## Data to use
===============

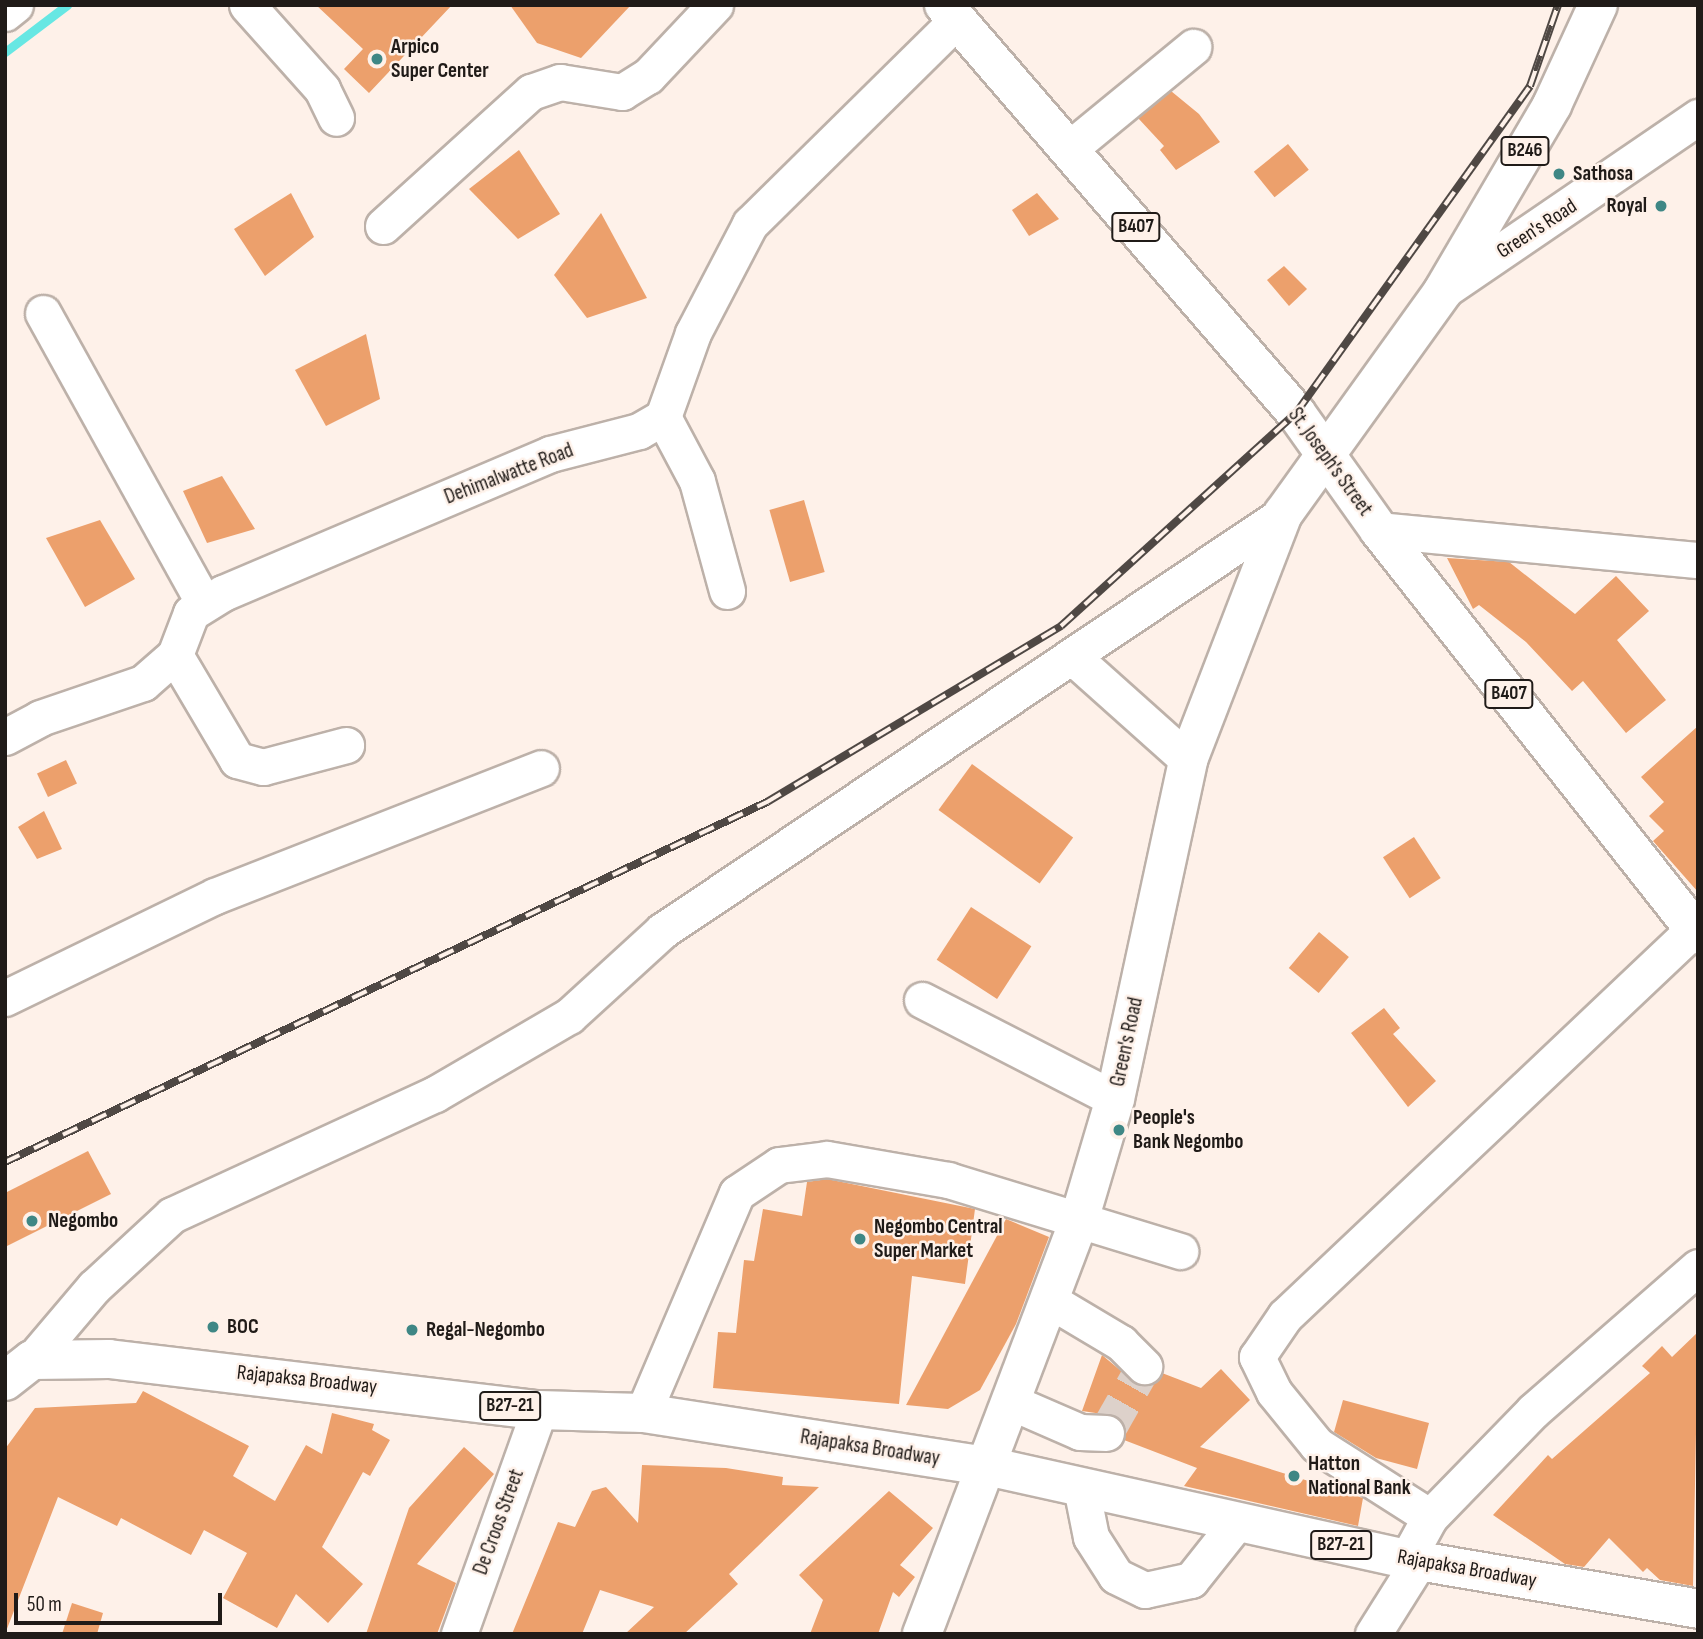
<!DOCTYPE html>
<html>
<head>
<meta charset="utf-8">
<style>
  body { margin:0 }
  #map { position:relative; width:1703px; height:1639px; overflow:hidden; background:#fef1e9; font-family:"Sofia Sans Condensed",sans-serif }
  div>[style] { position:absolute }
  .stream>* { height:9px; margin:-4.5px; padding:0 4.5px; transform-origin:4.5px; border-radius:4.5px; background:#67e7e3 }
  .building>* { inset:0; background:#eca06c; transform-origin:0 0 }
  .minor-tunnel>* { height:35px; margin-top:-17.5px; transform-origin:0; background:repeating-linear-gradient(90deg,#ddd1ca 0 35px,transparent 0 53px) }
  .roads { filter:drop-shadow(2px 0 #bdb1a9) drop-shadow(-2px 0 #bdb1a9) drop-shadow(0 2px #bdb1a9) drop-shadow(0 -2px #bdb1a9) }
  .minor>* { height:35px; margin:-17.5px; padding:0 17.5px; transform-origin:17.5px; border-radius:17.5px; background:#fff }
  .major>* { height:38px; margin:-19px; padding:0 19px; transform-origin:19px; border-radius:19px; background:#fff }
  .rail>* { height:8px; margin-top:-4px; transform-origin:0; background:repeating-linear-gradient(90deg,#fef1e9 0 16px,#4f4844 0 32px); box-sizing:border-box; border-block:2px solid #4f4844 }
  .dots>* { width:19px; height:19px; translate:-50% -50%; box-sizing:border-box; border:4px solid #fef1e9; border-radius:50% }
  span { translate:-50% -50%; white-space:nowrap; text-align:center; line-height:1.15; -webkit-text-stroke:5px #fef1e9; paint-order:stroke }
  .shield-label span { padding:2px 5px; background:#fef1e9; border:2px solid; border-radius:5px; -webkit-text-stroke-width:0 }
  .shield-label { font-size:19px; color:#201b18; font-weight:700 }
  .poi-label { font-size:21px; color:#201b18; font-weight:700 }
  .left { translate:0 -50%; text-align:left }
  .right { translate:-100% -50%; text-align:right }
  .street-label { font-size:21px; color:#201b18 }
  .frame { position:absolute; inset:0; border:7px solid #201b18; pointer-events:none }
  .scale { position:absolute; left:14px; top:1593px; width:208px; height:32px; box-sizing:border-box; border:4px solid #201b18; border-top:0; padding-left:9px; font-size:21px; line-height:24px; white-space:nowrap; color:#201b18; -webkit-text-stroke:5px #fef1e9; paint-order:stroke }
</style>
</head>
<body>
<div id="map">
  <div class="stream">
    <div style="left:5px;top:52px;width:78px;rotate:-37.2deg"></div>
  </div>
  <div class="building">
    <div style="clip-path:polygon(316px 5px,452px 5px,369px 93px,344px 69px,363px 49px)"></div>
    <div style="clip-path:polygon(510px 5px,631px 5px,581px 58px,537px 43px)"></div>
    <div style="clip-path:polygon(1171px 91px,1199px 114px,1220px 142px,1176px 170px,1160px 150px,1164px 146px,1138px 118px)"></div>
    <div style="left:1288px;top:144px;width:33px;height:44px;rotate:51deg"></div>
    <div style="clip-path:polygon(519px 150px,560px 214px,518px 239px,469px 189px)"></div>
    <div style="clip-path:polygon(291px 193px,314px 237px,265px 276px,234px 229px)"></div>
    <div style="clip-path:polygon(1037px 193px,1059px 219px,1029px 236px,1012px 210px)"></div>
    <div style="clip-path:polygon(601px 213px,647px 298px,587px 318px,554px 275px)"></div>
    <div style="clip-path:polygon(1284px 266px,1307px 289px,1289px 306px,1267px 280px)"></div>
    <div style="clip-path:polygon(366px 334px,380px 399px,326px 426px,295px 370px)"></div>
    <div style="clip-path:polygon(222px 476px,255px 529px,207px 543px,183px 491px)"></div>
    <div style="left:804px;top:500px;width:75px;height:36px;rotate:74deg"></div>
    <div style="clip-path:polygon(100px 520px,135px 579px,85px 607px,46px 538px)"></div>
    <div style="clip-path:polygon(1447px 558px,1509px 562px,1575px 614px,1616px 576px,1649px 611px,1617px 640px,1666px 700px,1626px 733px,1583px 681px,1572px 691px,1526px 642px,1479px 605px,1473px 609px)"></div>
    <div style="clip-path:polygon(1698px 726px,1698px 892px,1653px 841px,1664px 831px,1649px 816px,1664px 802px,1641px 777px)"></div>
    <div style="left:66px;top:760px;width:26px;height:32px;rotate:65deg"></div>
    <div style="left:972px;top:764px;width:125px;height:57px;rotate:36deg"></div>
    <div style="clip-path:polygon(44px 811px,62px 849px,37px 859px,18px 827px)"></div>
    <div style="left:1414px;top:837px;width:49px;height:37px;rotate:57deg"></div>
    <div style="left:971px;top:907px;width:72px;height:63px;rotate:33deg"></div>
    <div style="left:1319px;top:932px;width:39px;height:47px;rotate:40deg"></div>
    <div style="clip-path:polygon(1384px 1008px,1400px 1028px,1393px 1034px,1436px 1081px,1408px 1107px,1351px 1033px)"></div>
    <div style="clip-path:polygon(88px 1151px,111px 1194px,5px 1247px,5px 1193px)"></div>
    <div style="clip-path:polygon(827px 1179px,975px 1209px,965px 1284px,912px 1276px,899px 1404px,713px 1388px,718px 1332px,736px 1333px,744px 1260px,754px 1261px,763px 1209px,802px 1216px,807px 1182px)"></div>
    <div style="clip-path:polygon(1006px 1219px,1049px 1237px,1016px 1324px,980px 1390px,948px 1409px,906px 1405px)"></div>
    <div style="clip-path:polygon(1698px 1332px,1693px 1586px,1660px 1580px,1647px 1568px,1643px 1572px,1609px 1538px,1584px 1567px,1565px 1564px,1493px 1515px,1548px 1455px,1552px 1459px,1650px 1373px,1642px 1366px,1662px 1346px,1672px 1357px)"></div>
    <div style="clip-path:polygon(1102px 1355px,1139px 1386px,1162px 1373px,1201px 1388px,1221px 1369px,1250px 1400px,1200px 1447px,1363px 1498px,1358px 1526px,1184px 1486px,1197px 1468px,1124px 1440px,1116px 1416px,1082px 1411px)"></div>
    <div style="clip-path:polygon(143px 1391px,249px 1446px,233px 1476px,275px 1501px,306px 1445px,322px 1454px,332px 1413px,374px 1424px,372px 1430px,390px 1440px,370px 1476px,363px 1472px,322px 1547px,363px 1584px,328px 1623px,296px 1594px,277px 1628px,223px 1598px,247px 1553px,204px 1530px,191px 1555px,121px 1518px,117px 1526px,58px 1497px,5px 1634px,5px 1449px,35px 1408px,136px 1403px)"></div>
    <div style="clip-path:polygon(1343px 1400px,1429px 1423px,1417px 1469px,1376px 1458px,1334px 1432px)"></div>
    <div style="clip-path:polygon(464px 1447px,494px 1474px,417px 1564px,456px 1583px,437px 1634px,366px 1634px,409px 1508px)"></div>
    <div style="clip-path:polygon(642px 1465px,726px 1468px,783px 1477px,782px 1485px,819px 1487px,729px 1574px,738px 1584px,684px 1634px,625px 1634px,654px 1607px,600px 1590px,582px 1634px,512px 1634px,558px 1522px,575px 1527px,592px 1491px,606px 1487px,638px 1523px)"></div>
    <div style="clip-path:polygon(889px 1491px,933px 1528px,900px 1565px,915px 1577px,899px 1597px,893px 1592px,878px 1634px,810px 1634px,823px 1600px,799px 1575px)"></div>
    <div style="clip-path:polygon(72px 1603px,103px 1613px,97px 1634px,62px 1634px)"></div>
  </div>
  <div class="minor-tunnel">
    <div style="left:1106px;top:1433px;width:77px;rotate:-60.4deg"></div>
  </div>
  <div class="roads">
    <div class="minor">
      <div style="left:247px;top:5px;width:113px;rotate:48.2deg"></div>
      <div style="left:322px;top:89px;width:32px;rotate:64deg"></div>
      <div style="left:5px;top:13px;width:13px;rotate:-39deg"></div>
      <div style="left:1069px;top:149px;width:161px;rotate:-39.4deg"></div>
      <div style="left:383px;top:226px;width:200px;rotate:-42.2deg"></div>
      <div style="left:531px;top:92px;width:31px;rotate:-19deg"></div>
      <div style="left:560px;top:82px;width:63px;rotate:9.2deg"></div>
      <div style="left:622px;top:92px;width:31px;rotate:-32deg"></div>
      <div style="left:648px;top:76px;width:98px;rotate:-46.7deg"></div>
      <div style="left:1443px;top:291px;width:309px;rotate:-34.3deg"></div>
      <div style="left:43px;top:313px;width:332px;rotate:61deg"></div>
      <div style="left:663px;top:417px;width:72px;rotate:62deg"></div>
      <div style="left:697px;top:481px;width:114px;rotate:74.7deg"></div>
      <div style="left:1379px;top:530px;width:320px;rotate:5.4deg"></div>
      <div style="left:175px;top:655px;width:122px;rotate:59.4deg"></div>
      <div style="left:237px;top:760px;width:27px;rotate:15deg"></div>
      <div style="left:263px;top:767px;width:86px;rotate:-14.8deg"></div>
      <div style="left:1075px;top:659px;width:152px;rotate:41.8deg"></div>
      <div style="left:5px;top:737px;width:40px;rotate:-28deg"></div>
      <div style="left:40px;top:718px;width:109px;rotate:-18.8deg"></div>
      <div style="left:143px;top:683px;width:43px;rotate:-41.2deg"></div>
      <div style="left:175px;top:655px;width:45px;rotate:-69.1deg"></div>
      <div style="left:191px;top:613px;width:38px;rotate:-32deg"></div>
      <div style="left:223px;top:593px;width:355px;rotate:-23deg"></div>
      <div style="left:550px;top:454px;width:92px;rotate:-14.5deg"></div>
      <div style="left:639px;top:431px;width:28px;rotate:-30deg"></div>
      <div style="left:663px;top:417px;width:89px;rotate:-70.3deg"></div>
      <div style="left:693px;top:333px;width:123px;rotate:-62.4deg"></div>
      <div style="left:750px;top:224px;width:291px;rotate:-44.6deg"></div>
      <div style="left:5px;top:998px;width:233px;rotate:-25.9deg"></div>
      <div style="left:215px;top:896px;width:350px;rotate:-21.4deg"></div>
      <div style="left:922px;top:1000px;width:217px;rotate:27.2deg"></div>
      <div style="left:1049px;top:1300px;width:84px;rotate:30.8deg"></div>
      <div style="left:1121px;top:1343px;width:33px;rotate:45deg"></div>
      <div style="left:32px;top:1360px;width:96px;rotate:-49.7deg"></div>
      <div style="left:94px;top:1287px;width:106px;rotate:-42.7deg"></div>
      <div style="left:172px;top:1215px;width:289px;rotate:-24.7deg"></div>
      <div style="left:435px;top:1094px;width:155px;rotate:-30.2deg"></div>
      <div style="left:569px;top:1016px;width:126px;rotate:-42.4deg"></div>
      <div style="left:662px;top:931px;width:748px;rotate:-33.88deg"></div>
      <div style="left:1011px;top:1402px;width:75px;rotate:23.5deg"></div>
      <div style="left:1080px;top:1432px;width:26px;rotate:2deg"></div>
      <div style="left:643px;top:1413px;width:239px;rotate:-66.9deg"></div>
      <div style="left:737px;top:1193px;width:50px;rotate:-33.7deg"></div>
      <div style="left:779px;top:1165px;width:48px;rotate:-7.1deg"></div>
      <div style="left:827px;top:1159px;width:123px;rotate:9.8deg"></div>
      <div style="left:948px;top:1180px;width:243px;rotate:17deg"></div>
      <div style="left:1081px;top:1487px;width:51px;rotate:78.7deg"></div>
      <div style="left:1091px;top:1537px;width:46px;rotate:57.3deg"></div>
      <div style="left:1116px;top:1576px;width:32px;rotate:26deg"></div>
      <div style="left:1145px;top:1590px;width:47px;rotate:-12.3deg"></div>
      <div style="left:1191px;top:1580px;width:74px;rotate:-51.6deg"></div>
      <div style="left:1430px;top:1517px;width:134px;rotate:-147.5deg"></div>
      <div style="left:1317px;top:1445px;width:68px;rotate:-129.1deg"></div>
      <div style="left:1274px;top:1392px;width:39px;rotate:-116deg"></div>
      <div style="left:1257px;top:1357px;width:50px;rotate:-55.7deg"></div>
      <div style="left:1285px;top:1316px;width:563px;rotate:-43.42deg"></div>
      <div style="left:1407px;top:1559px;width:48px;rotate:-61.3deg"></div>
      <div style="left:1430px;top:1517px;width:148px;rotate:-45.8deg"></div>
      <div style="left:1533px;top:1411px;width:219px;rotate:-41.1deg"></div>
      <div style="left:459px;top:1634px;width:238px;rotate:-70.3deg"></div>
      <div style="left:1373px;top:1634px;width:86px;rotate:-57.8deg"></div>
    </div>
    <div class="major">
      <div style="left:944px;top:5px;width:539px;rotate:49.21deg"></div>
      <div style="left:1296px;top:413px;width:143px;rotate:54.6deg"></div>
      <div style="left:1379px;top:530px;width:515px;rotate:51.71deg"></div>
      <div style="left:5px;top:1381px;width:34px;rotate:-38deg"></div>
      <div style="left:32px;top:1360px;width:77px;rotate:-0.7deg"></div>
      <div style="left:109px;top:1359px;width:433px;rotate:6.8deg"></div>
      <div style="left:539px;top:1410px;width:104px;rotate:1.7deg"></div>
      <div style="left:643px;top:1413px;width:348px;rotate:8.8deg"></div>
      <div style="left:987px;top:1466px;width:430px;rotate:12.5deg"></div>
      <div style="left:1407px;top:1559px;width:295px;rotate:9.7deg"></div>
      <div style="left:922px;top:1634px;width:446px;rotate:-69.2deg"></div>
      <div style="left:1080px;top:1217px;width:123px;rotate:-73.5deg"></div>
      <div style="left:1115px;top:1099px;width:347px;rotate:-77.8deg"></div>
      <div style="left:1188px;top:760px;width:264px;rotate:-68.9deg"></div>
      <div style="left:1283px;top:514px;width:274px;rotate:-54.3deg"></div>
      <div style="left:1443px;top:291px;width:216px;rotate:-59.6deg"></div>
      <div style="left:1552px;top:105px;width:110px;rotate:-65.3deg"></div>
    </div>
  </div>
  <div class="rail">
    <div style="left:5px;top:1162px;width:843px;rotate:-25.29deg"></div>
    <div style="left:767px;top:802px;width:343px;rotate:-30.9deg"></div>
    <div style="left:1061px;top:626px;width:317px;rotate:-42.2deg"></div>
    <div style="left:1296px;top:413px;width:402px;rotate:-54.4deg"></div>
    <div style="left:1530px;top:86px;width:86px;rotate:-70.9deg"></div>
  </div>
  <div class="dots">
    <div style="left:377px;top:59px;background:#3f8785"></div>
    <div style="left:1559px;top:174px;background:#3f8785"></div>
    <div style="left:1661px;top:206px;background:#3f8785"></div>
    <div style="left:1119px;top:1130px;background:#3f8785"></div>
    <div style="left:32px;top:1221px;background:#3f8785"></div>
    <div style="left:860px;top:1239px;background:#3f8785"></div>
    <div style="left:213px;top:1327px;background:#3f8785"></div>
    <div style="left:412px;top:1330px;background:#3f8785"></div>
    <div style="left:1294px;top:1476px;background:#3f8785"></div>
  </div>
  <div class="shield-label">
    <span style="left:1525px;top:151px">B246</span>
    <span style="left:1136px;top:227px">B407</span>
    <span style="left:1509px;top:694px">B407</span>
    <span style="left:510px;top:1406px">B27-21</span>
    <span style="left:1341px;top:1545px">B27-21</span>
  </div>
  <div class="poi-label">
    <span class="left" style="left:391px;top:59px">Arpico<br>Super Center</span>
    <span class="left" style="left:1573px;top:174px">Sathosa</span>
    <span class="right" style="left:1647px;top:206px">Royal</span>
    <span class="left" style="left:1133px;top:1130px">People's<br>Bank Negombo</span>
    <span class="left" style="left:48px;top:1221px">Negombo</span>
    <span class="left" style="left:874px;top:1239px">Negombo Central<br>Super Market</span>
    <span class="left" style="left:227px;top:1327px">BOC</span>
    <span class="left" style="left:426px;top:1330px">Regal-Negombo</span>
    <span class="left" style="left:1308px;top:1476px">Hatton<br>National Bank</span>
  </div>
  <div class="street-label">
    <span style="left:1537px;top:229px;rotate:-33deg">Green's Road</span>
    <span style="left:1330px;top:462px;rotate:54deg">St. Joseph's Street</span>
    <span style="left:509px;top:474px;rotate:-21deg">Dehimalwatte Road</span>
    <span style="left:1127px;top:1042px;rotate:-78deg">Green's Road</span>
    <span style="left:307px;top:1380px;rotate:6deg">Rajapaksa Broadway</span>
    <span style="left:870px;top:1448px;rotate:9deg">Rajapaksa Broadway</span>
    <span style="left:499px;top:1522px;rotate:-70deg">De Croos Street</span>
    <span style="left:1467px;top:1569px;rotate:10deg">Rajapaksa Broadway</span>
  </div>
  <div class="frame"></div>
  <div class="scale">50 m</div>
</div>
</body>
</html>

===============

## Exercise
Exactly as written, restate the lines above from the opening line through the one holding "padding:2px 5px; background:#fef1e9;", omitting the pictures.

## Solution to the problem
<!DOCTYPE html>
<html>
<head>
<meta charset="utf-8">
<style>
  body { margin:0 }
  #map { position:relative; width:1703px; height:1639px; overflow:hidden; background:#fef1e9; font-family:"Sofia Sans Condensed",sans-serif }
  div>[style] { position:absolute }
  .stream>* { height:9px; margin:-4.5px; padding:0 4.5px; transform-origin:4.5px; border-radius:4.5px; background:#67e7e3 }
  .building>* { inset:0; background:#eca06c; transform-origin:0 0 }
  .minor-tunnel>* { height:35px; margin-top:-17.5px; transform-origin:0; background:repeating-linear-gradient(90deg,#ddd1ca 0 35px,transparent 0 53px) }
  .roads { filter:drop-shadow(2px 0 #bdb1a9) drop-shadow(-2px 0 #bdb1a9) drop-shadow(0 2px #bdb1a9) drop-shadow(0 -2px #bdb1a9) }
  .minor>* { height:35px; margin:-17.5px; padding:0 17.5px; transform-origin:17.5px; border-radius:17.5px; background:#fff }
  .major>* { height:38px; margin:-19px; padding:0 19px; transform-origin:19px; border-radius:19px; background:#fff }
  .rail>* { height:8px; margin-top:-4px; transform-origin:0; background:repeating-linear-gradient(90deg,#fef1e9 0 16px,#4f4844 0 32px); box-sizing:border-box; border-block:2px solid #4f4844 }
  .dots>* { width:19px; height:19px; translate:-50% -50%; box-sizing:border-box; border:4px solid #fef1e9; border-radius:50% }
  span { translate:-50% -50%; white-space:nowrap; text-align:center; line-height:1.15; -webkit-text-stroke:5px #fef1e9; paint-order:stroke }
  .shield-label span { padding:2px 5px; background:#fef1e9; border:2px solid; border-radius:5px; -webkit-text-stroke-width:0 }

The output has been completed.